Table shows carrier frequencies of HLA-DRB1*15:01 and HLA-DRB1*15:XX in Still’s-DRESS cases and Still’s controls. To compare groups with balanced ancestry, 9 Still’s-DRESS cases were excluded from this analysis (leaving n=55), as they could not be matched with Still’s controls (n=30). (A, B) Pie charts of cases (A) and controls (B) indicate the proportions of subjects with each self-identified ancestry; absolute numbers in each group are shown. (C) Percentages are shown of delayed hypersensitivity reaction cases and drug-tolerant controls with HLA-DRB1*15:XX, in Still’s + KD subjects of all ancestries and in self-identified White subjects. (D) The number of cases in Still’s disease + KD subjects (Still’s-DRESS and KD-sAR) with and without HLA-DRB1*15:XX in all ancestries and in each indicated ancestry group are shown.

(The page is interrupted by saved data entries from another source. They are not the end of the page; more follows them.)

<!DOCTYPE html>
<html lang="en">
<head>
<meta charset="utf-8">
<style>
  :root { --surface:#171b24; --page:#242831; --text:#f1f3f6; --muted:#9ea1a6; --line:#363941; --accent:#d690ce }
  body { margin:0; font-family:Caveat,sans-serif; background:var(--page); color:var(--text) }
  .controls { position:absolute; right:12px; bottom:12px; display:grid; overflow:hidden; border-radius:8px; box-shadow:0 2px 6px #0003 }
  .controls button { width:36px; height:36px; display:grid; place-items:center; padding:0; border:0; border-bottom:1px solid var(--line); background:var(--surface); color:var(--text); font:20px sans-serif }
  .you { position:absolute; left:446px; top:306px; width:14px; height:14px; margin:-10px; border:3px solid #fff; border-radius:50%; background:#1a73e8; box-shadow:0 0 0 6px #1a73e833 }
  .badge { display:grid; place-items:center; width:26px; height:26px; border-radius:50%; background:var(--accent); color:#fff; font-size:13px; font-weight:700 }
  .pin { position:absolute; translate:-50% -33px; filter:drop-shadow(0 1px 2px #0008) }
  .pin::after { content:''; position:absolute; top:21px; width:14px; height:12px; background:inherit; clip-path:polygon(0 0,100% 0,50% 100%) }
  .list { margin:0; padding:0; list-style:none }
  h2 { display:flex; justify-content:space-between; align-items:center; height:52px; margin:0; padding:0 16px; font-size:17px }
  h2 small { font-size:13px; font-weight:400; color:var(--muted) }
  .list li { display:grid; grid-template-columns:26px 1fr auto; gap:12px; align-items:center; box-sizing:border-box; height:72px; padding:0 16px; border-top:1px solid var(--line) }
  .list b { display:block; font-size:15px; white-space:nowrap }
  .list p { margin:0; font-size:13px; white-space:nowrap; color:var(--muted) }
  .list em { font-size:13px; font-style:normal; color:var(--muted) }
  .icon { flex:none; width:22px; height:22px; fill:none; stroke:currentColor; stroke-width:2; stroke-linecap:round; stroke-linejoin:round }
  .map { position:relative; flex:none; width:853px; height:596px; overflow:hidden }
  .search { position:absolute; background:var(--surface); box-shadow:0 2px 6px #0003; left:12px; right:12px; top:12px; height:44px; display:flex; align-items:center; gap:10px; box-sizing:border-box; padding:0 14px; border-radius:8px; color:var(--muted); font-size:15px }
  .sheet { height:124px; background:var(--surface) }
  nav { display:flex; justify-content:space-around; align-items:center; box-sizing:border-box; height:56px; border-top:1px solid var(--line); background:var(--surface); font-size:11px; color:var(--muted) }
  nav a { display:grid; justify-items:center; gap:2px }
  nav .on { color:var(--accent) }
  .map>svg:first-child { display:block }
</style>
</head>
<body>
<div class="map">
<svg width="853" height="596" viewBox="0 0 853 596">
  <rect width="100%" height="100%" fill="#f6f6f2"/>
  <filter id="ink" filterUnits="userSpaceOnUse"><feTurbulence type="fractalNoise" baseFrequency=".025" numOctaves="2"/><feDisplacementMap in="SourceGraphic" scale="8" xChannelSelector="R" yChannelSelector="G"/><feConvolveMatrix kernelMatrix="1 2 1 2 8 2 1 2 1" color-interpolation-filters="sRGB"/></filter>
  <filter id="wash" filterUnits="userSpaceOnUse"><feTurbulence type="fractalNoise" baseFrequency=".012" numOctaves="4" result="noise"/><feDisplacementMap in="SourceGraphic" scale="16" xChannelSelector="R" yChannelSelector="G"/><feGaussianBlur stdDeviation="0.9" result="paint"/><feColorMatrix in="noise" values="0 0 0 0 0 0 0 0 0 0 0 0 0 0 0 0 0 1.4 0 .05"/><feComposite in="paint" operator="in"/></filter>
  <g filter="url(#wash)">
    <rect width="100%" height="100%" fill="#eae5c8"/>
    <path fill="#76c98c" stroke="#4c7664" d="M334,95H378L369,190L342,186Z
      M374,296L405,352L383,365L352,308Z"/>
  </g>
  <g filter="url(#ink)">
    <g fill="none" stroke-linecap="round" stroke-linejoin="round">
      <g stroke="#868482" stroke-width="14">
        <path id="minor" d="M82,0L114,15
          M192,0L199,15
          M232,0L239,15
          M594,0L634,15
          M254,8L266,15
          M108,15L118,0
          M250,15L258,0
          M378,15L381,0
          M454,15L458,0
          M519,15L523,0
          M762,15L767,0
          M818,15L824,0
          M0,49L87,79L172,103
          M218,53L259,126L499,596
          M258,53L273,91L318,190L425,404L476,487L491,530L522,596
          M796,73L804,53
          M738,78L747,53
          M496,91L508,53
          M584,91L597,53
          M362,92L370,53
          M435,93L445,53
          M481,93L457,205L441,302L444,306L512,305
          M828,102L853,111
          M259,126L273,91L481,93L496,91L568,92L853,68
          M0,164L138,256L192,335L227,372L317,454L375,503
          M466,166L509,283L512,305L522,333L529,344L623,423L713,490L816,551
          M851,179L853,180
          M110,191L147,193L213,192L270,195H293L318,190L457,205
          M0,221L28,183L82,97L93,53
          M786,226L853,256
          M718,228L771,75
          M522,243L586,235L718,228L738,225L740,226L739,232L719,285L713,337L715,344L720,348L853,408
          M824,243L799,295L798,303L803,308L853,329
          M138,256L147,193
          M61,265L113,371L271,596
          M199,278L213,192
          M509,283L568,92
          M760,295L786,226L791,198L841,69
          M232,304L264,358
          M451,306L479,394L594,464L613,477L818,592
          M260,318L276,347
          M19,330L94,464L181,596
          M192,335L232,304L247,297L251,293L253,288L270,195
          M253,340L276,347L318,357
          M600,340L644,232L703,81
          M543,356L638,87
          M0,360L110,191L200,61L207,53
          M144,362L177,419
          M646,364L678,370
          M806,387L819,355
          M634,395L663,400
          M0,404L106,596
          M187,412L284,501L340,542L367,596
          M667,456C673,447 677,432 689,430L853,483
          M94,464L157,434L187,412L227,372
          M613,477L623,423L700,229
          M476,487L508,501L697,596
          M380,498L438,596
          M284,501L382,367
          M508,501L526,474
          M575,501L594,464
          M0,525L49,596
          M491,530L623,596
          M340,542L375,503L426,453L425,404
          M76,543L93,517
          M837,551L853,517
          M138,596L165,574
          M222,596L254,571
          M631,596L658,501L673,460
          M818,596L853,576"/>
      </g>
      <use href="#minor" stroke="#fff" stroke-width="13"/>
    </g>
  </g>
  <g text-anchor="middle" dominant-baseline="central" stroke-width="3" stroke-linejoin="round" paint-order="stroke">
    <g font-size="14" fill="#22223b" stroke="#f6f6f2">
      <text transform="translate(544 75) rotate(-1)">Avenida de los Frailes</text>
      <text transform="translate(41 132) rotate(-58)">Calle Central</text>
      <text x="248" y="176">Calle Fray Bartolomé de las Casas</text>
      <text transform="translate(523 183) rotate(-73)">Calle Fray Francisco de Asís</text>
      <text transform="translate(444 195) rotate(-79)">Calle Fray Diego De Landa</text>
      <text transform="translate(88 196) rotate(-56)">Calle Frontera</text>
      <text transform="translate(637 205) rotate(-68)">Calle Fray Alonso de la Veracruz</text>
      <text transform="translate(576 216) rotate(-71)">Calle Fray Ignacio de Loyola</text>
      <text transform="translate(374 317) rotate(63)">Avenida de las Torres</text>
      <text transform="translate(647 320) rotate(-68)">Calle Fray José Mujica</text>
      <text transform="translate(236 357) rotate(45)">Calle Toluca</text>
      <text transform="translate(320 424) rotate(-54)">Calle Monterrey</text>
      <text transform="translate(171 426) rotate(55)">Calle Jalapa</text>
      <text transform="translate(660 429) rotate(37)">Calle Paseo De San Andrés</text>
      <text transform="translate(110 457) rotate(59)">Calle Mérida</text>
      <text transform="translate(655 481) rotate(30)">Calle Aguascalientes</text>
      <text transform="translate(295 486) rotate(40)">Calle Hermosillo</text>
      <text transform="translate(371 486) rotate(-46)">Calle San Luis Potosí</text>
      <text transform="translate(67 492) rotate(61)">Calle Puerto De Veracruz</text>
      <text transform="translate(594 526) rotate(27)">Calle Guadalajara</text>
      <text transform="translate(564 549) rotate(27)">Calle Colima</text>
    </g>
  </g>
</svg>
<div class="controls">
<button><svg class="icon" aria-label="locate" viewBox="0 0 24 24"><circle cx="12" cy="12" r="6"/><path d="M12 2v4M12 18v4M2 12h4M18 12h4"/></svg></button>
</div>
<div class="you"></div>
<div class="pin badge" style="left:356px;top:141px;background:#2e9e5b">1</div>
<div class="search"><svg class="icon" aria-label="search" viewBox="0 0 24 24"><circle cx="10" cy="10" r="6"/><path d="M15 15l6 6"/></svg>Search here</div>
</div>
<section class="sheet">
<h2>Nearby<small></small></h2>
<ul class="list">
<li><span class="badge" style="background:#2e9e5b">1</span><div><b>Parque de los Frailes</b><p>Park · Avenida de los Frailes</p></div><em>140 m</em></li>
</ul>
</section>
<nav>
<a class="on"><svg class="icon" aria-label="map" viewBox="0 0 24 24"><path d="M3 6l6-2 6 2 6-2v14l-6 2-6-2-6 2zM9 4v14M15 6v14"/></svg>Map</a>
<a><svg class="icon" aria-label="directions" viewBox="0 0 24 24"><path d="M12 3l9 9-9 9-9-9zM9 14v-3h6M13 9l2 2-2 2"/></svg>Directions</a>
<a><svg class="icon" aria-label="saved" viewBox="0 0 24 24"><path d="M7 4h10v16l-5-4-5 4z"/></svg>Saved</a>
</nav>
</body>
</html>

All subjects with HLA-DRB*3/4/5 information (n=34) carry both HLA-DRB1*15 and HLA-DRB5*01:01. Additional information is on tables S1a–b and S7a. HLA-DRB1*15:XX, any HLA-DRB1*15; self-identified, self-reported ancestry; KD, Kawasaki disease, Mixed White, White + non-White ancestry ¹Includes one Still’s drug-reactive case with suspected delayed anakinra reaction.